═════ DATA PROVIDED
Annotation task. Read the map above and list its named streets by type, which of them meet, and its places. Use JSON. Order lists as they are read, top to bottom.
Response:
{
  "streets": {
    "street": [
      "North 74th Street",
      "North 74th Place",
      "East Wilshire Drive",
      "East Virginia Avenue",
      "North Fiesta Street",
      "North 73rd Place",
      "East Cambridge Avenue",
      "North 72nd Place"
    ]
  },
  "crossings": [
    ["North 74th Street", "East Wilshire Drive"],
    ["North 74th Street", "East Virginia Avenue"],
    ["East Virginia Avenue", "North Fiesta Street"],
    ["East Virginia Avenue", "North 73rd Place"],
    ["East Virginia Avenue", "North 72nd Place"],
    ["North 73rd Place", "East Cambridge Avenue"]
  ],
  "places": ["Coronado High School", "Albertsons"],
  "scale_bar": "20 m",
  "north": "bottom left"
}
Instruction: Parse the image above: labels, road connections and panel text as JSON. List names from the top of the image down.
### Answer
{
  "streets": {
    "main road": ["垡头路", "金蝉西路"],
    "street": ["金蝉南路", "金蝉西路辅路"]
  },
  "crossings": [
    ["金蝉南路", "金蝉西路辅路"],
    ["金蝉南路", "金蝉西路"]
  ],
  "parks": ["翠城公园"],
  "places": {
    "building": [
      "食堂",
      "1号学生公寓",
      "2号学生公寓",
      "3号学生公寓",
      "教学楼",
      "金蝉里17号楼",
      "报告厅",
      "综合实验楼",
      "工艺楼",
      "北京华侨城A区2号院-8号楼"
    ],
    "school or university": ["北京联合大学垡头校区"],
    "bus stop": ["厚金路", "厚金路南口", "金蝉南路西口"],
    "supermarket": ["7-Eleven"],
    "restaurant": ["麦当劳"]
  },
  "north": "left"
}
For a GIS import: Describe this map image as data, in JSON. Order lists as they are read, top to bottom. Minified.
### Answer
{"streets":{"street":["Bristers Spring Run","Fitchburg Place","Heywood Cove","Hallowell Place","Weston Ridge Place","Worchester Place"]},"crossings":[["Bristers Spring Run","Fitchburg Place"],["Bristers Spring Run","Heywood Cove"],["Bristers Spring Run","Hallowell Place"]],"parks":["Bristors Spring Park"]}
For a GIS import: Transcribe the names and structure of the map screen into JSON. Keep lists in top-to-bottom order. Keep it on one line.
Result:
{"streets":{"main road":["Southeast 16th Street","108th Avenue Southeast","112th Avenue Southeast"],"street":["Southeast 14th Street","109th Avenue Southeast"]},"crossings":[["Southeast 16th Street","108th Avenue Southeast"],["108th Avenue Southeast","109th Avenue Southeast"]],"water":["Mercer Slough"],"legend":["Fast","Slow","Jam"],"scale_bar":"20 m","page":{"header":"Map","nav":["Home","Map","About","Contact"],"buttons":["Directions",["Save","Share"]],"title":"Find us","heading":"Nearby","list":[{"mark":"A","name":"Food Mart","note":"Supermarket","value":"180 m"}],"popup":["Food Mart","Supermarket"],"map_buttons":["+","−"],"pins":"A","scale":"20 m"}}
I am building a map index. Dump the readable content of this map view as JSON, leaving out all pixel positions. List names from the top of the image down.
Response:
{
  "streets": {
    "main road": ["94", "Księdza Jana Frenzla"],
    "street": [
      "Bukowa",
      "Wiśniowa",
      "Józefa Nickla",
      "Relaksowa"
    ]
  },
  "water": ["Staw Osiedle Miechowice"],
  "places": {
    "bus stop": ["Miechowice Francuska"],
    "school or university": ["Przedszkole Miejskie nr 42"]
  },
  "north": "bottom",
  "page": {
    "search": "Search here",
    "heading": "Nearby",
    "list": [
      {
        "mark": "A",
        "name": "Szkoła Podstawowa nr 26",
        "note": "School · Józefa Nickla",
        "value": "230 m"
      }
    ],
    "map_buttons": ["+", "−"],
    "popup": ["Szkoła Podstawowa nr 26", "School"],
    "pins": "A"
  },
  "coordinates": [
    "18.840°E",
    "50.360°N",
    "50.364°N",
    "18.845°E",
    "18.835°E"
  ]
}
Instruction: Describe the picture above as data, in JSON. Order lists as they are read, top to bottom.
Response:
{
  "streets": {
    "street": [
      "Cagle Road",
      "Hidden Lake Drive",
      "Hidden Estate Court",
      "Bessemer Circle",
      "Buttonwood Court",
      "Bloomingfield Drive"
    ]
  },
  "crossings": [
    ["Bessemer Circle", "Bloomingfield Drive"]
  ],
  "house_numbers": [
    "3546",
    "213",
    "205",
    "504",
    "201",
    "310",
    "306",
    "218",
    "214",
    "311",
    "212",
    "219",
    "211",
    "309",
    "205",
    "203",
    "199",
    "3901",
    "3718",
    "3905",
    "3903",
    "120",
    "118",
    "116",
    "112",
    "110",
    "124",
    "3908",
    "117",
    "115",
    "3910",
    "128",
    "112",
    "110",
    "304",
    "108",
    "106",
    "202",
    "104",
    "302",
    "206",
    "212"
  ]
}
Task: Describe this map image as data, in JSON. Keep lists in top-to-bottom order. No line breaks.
══════════
WHAT THE EXERCISE ASKS – Please retype the data, matching it exactly.

YOUR RESPONSE –
Annotation task. Read the map above and list its named streets by type, which of them meet, and its places. Use JSON. Order lists as they are read, top to bottom.
Response:
{
  "streets": {
    "street": [
      "North 74th Street",
      "North 74th Place",
      "East Wilshire Drive",
      "East Virginia Avenue",
      "North Fiesta Street",
      "North 73rd Place",
      "East Cambridge Avenue",
      "North 72nd Place"
    ]
  },
  "crossings": [
    ["North 74th Street", "East Wilshire Drive"],
    ["North 74th Street", "East Virginia Avenue"],
    ["East Virginia Avenue", "North Fiesta Street"],
    ["East Virginia Avenue", "North 73rd Place"],
    ["East Virginia Avenue", "North 72nd Place"],
    ["North 73rd Place", "East Cambridge Avenue"]
  ],
  "places": ["Coronado High School", "Albertsons"],
  "scale_bar": "20 m",
  "north": "bottom left"
}
Instruction: Parse the image above: labels, road connections and panel text as JSON. List names from the top of the image down.
### Answer
{
  "streets": {
    "main road": ["垡头路", "金蝉西路"],
    "street": ["金蝉南路", "金蝉西路辅路"]
  },
  "crossings": [
    ["金蝉南路", "金蝉西路辅路"],
    ["金蝉南路", "金蝉西路"]
  ],
  "parks": ["翠城公园"],
  "places": {
    "building": [
      "食堂",
      "1号学生公寓",
      "2号学生公寓",
      "3号学生公寓",
      "教学楼",
      "金蝉里17号楼",
      "报告厅",
      "综合实验楼",
      "工艺楼",
      "北京华侨城A区2号院-8号楼"
    ],
    "school or university": ["北京联合大学垡头校区"],
    "bus stop": ["厚金路", "厚金路南口", "金蝉南路西口"],
    "supermarket": ["7-Eleven"],
    "restaurant": ["麦当劳"]
  },
  "north": "left"
}
For a GIS import: Describe this map image as data, in JSON. Order lists as they are read, top to bottom. Minified.
### Answer
{"streets":{"street":["Bristers Spring Run","Fitchburg Place","Heywood Cove","Hallowell Place","Weston Ridge Place","Worchester Place"]},"crossings":[["Bristers Spring Run","Fitchburg Place"],["Bristers Spring Run","Heywood Cove"],["Bristers Spring Run","Hallowell Place"]],"parks":["Bristors Spring Park"]}
For a GIS import: Transcribe the names and structure of the map screen into JSON. Keep lists in top-to-bottom order. Keep it on one line.
Result:
{"streets":{"main road":["Southeast 16th Street","108th Avenue Southeast","112th Avenue Southeast"],"street":["Southeast 14th Street","109th Avenue Southeast"]},"crossings":[["Southeast 16th Street","108th Avenue Southeast"],["108th Avenue Southeast","109th Avenue Southeast"]],"water":["Mercer Slough"],"legend":["Fast","Slow","Jam"],"scale_bar":"20 m","page":{"header":"Map","nav":["Home","Map","About","Contact"],"buttons":["Directions",["Save","Share"]],"title":"Find us","heading":"Nearby","list":[{"mark":"A","name":"Food Mart","note":"Supermarket","value":"180 m"}],"popup":["Food Mart","Supermarket"],"map_buttons":["+","−"],"pins":"A","scale":"20 m"}}
I am building a map index. Dump the readable content of this map view as JSON, leaving out all pixel positions. List names from the top of the image down.
Response:
{
  "streets": {
    "main road": ["94", "Księdza Jana Frenzla"],
    "street": [
      "Bukowa",
      "Wiśniowa",
      "Józefa Nickla",
      "Relaksowa"
    ]
  },
  "water": ["Staw Osiedle Miechowice"],
  "places": {
    "bus stop": ["Miechowice Francuska"],
    "school or university": ["Przedszkole Miejskie nr 42"]
  },
  "north": "bottom",
  "page": {
    "search": "Search here",
    "heading": "Nearby",
    "list": [
      {
        "mark": "A",
        "name": "Szkoła Podstawowa nr 26",
        "note": "School · Józefa Nickla",
        "value": "230 m"
      }
    ],
    "map_buttons": ["+", "−"],
    "popup": ["Szkoła Podstawowa nr 26", "School"],
    "pins": "A"
  },
  "coordinates": [
    "18.840°E",
    "50.360°N",
    "50.364°N",
    "18.845°E",
    "18.835°E"
  ]
}
Instruction: Describe the picture above as data, in JSON. Order lists as they are read, top to bottom.
Response:
{
  "streets": {
    "street": [
      "Cagle Road",
      "Hidden Lake Drive",
      "Hidden Estate Court",
      "Bessemer Circle",
      "Buttonwood Court",
      "Bloomingfield Drive"
    ]
  },
  "crossings": [
    ["Bessemer Circle", "Bloomingfield Drive"]
  ],
  "house_numbers": [
    "3546",
    "213",
    "205",
    "504",
    "201",
    "310",
    "306",
    "218",
    "214",
    "311",
    "212",
    "219",
    "211",
    "309",
    "205",
    "203",
    "199",
    "3901",
    "3718",
    "3905",
    "3903",
    "120",
    "118",
    "116",
    "112",
    "110",
    "124",
    "3908",
    "117",
    "115",
    "3910",
    "128",
    "112",
    "110",
    "304",
    "108",
    "106",
    "202",
    "104",
    "302",
    "206",
    "212"
  ]
}
Task: Describe this map image as data, in JSON. Keep lists in top-to-bottom order. No line breaks.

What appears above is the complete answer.